Principais pontos do consenso sobre Radioterapia
No consenso, a seção 12 é dedicada exclusivamente à radioterapia. Nela, os participantes enfatizam a importância dos avanços tecnológicos vivenciados pela radioterapia nas últimas décadas e a relevância das novas técnicas, que propiciam, por meio da técnica de modulação do feixe de radiação, melhor delimitação do alvo a ser irradiado (atingindo apenas o tumor e preservando as células saudáveis), além de oportunizar melhor planejamento das doses prescritas (com esquemas personalizados de fracionamento) que buscam reduzir o número de sessões e, consequentemente, de deslocamentos do paciente até o local de tratamento.
Dentre as novas tecnologias está a radioterapia de intensidade modulada (IMRT) que, de acordo com os especialistas envolvidos na elaboração do documento, deve ser considerada a técnica de tratamento padrão para praticamente todos os tipos de câncer de cabeça e pescoço. “O único contexto em cabeça e pescoço em que a radioterapia com intensidade modulada (IMRT) não é considerada como técnica padrão é no de tumores de laringe em estágio inicial. Nesse cenário, radioterapia com técnica conformada tridimensional é considerada adequada”, aponta Diego Rezende.

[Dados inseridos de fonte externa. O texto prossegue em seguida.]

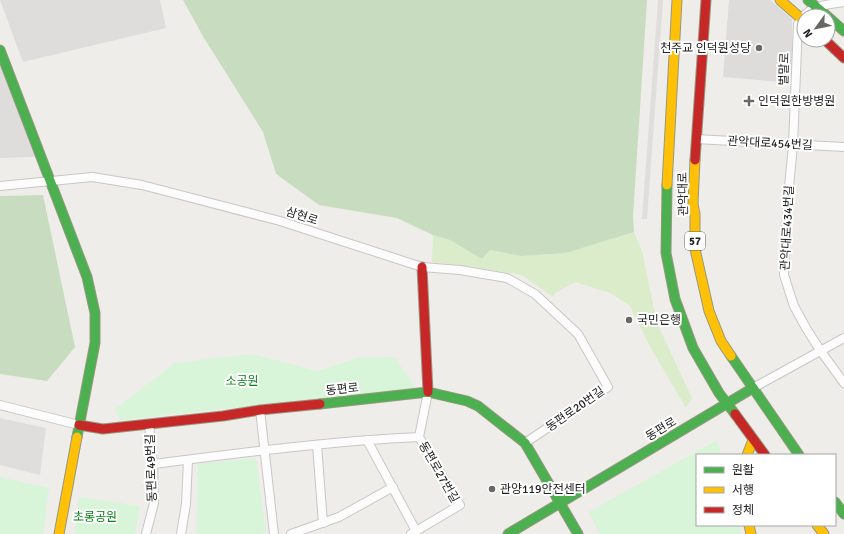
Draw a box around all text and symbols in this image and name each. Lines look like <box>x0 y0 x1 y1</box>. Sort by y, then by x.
north arrow <box>796 8 836 48</box>
text: N <box>800 26 816 40</box>
place label: 천주교 인덕원성당 <box>660 41 751 56</box>
marker: 천주교 인덕원성당 <box>754 43 764 53</box>
street label: 벌말로 <box>776 52 793 86</box>
place label: 인덕원한방병원 <box>758 94 835 109</box>
marker: 인덕원한방병원 <box>743 95 755 107</box>
street label: 관악대로454번길 <box>727 134 813 153</box>
street label: 관악대로 <box>676 172 691 216</box>
street label: 관악대로434번길 <box>778 185 797 271</box>
street label: 삼현로 <box>284 204 320 229</box>
road number: 57 <box>685 232 705 250</box>
place label: 국민은행 <box>637 313 681 328</box>
marker: 국민은행 <box>624 315 634 325</box>
park label: 소공원 <box>225 374 259 389</box>
street label: 동편로 <box>325 380 359 399</box>
street label: 동편로20번길 <box>543 384 608 435</box>
street label: 동편로 <box>643 414 679 444</box>
street label: 동편로49번길 <box>143 434 160 502</box>
street label: 동편로27번길 <box>415 439 462 506</box>
legend <box>696 454 836 526</box>
text: 원활 <box>732 463 754 478</box>
place label: 관양119안전센터 <box>500 482 586 497</box>
text: 서행 <box>732 483 754 498</box>
marker: 관양119안전센터 <box>487 484 497 494</box>
text: 정체 <box>732 503 754 518</box>
park label: 초롱공원 <box>73 510 117 525</box>

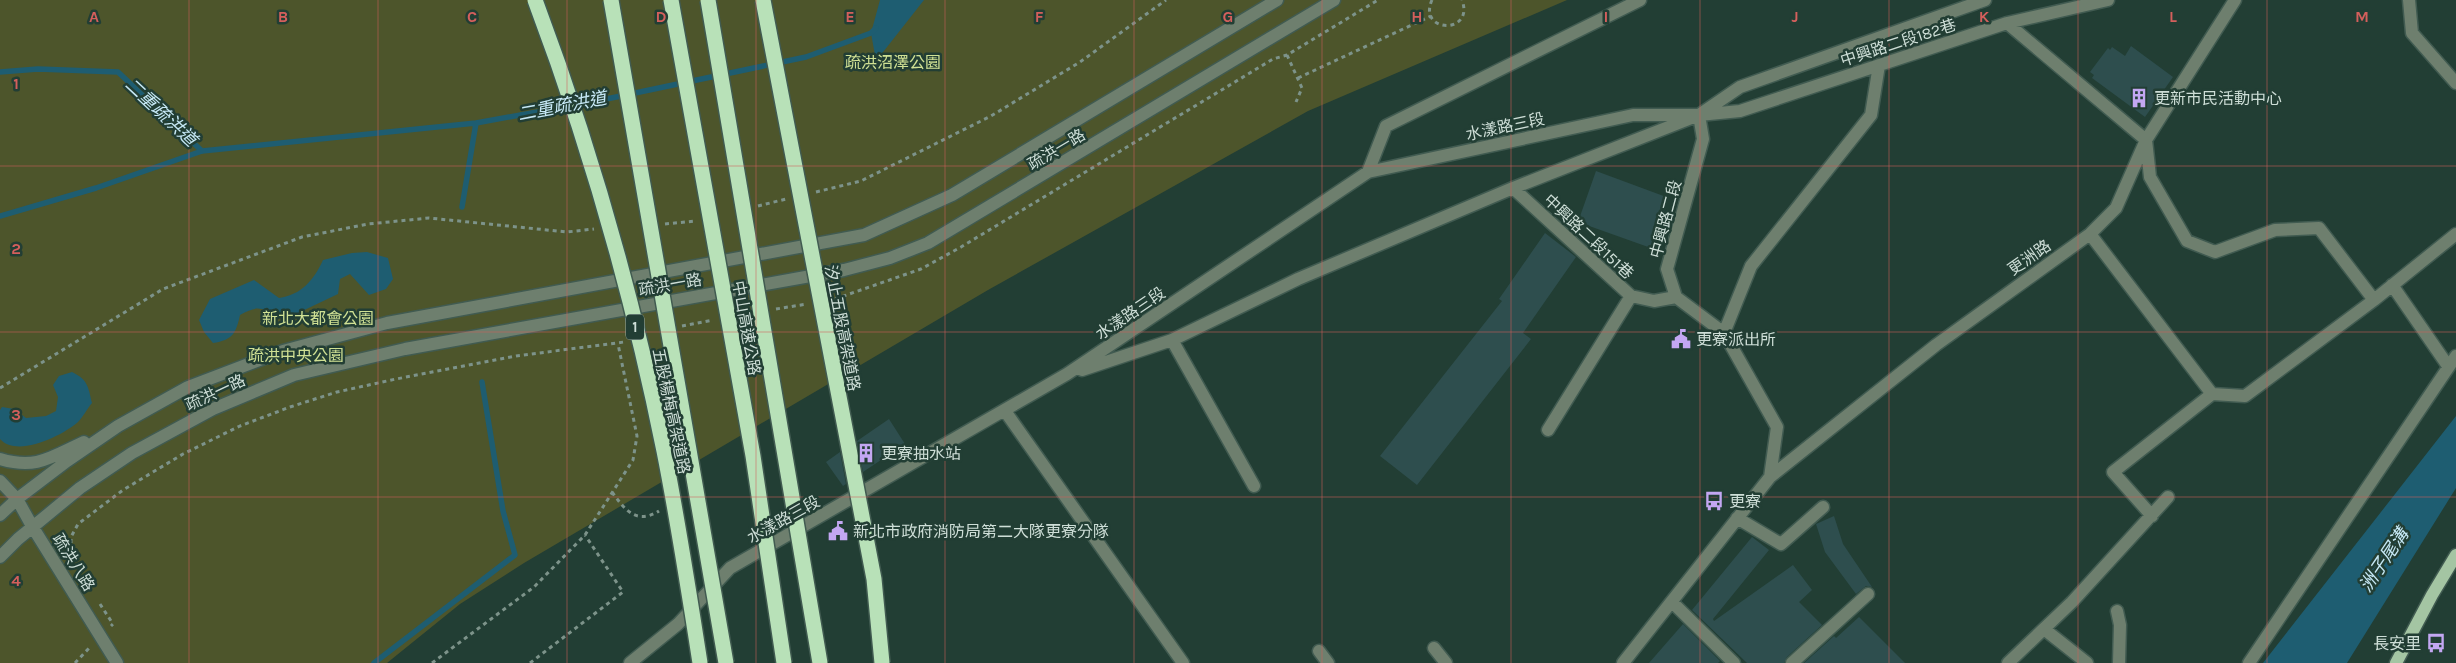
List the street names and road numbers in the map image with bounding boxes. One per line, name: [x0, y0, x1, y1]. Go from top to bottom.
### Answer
street label: 中興路二段182巷: [1838, 15, 1958, 70]
street label: 水漾路三段: [1464, 109, 1546, 144]
street label: 疏洪一路: [1024, 125, 1089, 174]
street label: 中興路二段: [1646, 178, 1685, 260]
street label: 中興路二段151巷: [1540, 190, 1637, 283]
street label: 更洲路: [2004, 236, 2054, 279]
street label: 汐止五股高架道路: [821, 263, 864, 393]
street label: 疏洪一路: [637, 270, 703, 299]
street label: 中山高速公路: [729, 279, 764, 377]
street label: 水漾路三段: [1092, 283, 1169, 344]
road number: 1: [626, 314, 644, 340]
street label: 五股楊梅高架道路: [649, 347, 694, 476]
street label: 疏洪一路: [182, 370, 248, 415]
street label: 水漾路三段: [744, 492, 823, 547]
street label: 疏洪八路: [49, 530, 99, 594]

No Brasil, a tecnologia IMRT está inclusa no ROL de procedimentos da Agência Nacional de Saúde Suplementar (ANS) para pacientes com câncer de cabeça e pescoço, assim como da região do tórax (pulmão, esôfago e mediastino) e, mais recentemente, para câncer de próstata. “Por conta das fortes evidências, a primeira aprovação de IMRT pela ANS foi, justamente, para câncer de cabeça e pescoço”, reforça Rezende. Por sua vez, pondera o especialista, o cumprimento da cobertura obrigatória por parte dos planos de saúde é, em muitos casos, desafiador.

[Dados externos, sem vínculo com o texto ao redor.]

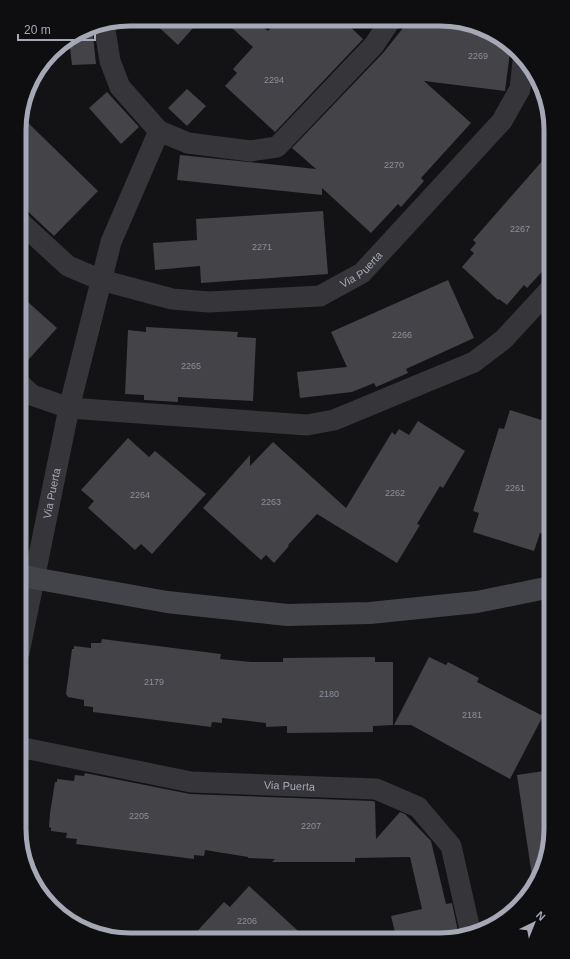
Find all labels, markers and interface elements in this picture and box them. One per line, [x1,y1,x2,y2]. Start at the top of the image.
scale bar [18,16,95,42]
text: 20 m [24,23,51,37]
house number: 2269 [468,51,488,61]
house number: 2294 [264,75,284,85]
house number: 2270 [384,160,404,170]
house number: 2267 [510,224,530,234]
house number: 2271 [252,242,272,252]
street label: Via Puerta [338,248,385,290]
house number: 2266 [392,330,412,340]
house number: 2265 [181,361,201,371]
street label: Via Puerta [41,466,63,520]
house number: 2261 [505,483,525,493]
house number: 2262 [385,488,405,498]
house number: 2264 [130,490,150,500]
house number: 2263 [261,497,281,507]
house number: 2179 [144,677,164,687]
house number: 2180 [319,689,339,699]
house number: 2181 [462,710,482,720]
street label: Via Puerta [264,779,316,793]
house number: 2205 [129,811,149,821]
house number: 2207 [301,821,321,831]
north arrow [514,903,554,943]
text: N [534,909,548,923]
house number: 2206 [237,916,257,926]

Na saúde pública, o acesso é ainda mais limitado. Diferentemente de outros processos de incorporação tecnológica na rede pública, a radioterapia é paga por pacote independente da técnica de tratamento utilizada. “É um contexto que não considera, para o repasse, se foi ofertada ao paciente uma técnica mais antiga (como, por exemplo, a radioterapia convencional 2D) ou uma mais moderna (conformacional ou IMRT). Com isso, não há uma clara motivação para os serviços de radioterapia realizarem os investimentos necessários a fim de ofertar aos pacientes a melhor técnica disponível e considerada como padrão na literatura”, lamenta Rezende.
Campanha Julho Verde
Além disso, no próximo mês irá iniciar-se a campanha do Julho Verde voltada para a conscientização mundial sobre o câncer de cabeça e pescoço. Os tumores desta região estão entre os mais incidentes no mundo, sendo que os locais mais comuns são a cavidade oral (boca, lábios, língua, entre outros) e laringe. No mundo, mais de 613 mil pessoas recebem, anualmente, o diagnóstico de câncer de cavidade oral ou laringe, de acordo com a Agência Internacional para Pesquisa do Câncer da Organização Mundial da Saúde (OMS). No Brasil, mais de 41 mil pessoas devem receber, em 2024, o diagnóstico destas doenças, apontam as estimativas do Instituto Nacional de Câncer (INCA).